> Work task:
Go through the material below and return each line with the string "names" in it.

> Data provided:
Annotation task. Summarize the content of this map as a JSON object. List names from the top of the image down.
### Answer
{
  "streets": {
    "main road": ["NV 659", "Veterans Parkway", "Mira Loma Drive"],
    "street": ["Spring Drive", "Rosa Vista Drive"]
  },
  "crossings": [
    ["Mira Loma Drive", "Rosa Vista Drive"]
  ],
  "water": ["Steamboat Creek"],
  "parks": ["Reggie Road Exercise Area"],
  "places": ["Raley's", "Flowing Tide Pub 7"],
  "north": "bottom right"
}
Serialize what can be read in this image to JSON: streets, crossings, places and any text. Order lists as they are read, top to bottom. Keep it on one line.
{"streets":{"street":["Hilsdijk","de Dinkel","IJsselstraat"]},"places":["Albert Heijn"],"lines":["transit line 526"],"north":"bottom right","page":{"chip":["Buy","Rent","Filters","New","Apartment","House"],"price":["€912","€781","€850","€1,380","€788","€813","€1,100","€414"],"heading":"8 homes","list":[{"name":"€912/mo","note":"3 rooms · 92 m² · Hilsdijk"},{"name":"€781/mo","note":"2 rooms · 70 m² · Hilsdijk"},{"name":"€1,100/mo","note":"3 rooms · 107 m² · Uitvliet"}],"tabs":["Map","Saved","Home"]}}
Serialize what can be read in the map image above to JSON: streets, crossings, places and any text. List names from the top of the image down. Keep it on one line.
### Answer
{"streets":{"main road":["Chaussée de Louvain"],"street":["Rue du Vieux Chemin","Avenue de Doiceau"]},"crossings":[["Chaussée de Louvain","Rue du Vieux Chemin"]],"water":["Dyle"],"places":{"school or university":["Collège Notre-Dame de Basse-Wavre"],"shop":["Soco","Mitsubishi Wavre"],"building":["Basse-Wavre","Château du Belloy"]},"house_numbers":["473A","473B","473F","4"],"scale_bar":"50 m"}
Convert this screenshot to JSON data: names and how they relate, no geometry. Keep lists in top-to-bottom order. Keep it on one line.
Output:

> Task answer:
Annotation task. Summarize the content of this map as a JSON object. List names from the top of the image down.
Serialize what can be read in the map image above to JSON: streets, crossings, places and any text. List names from the top of the image down. Keep it on one line.
Convert this screenshot to JSON data: names and how they relate, no geometry. Keep lists in top-to-bottom order. Keep it on one line.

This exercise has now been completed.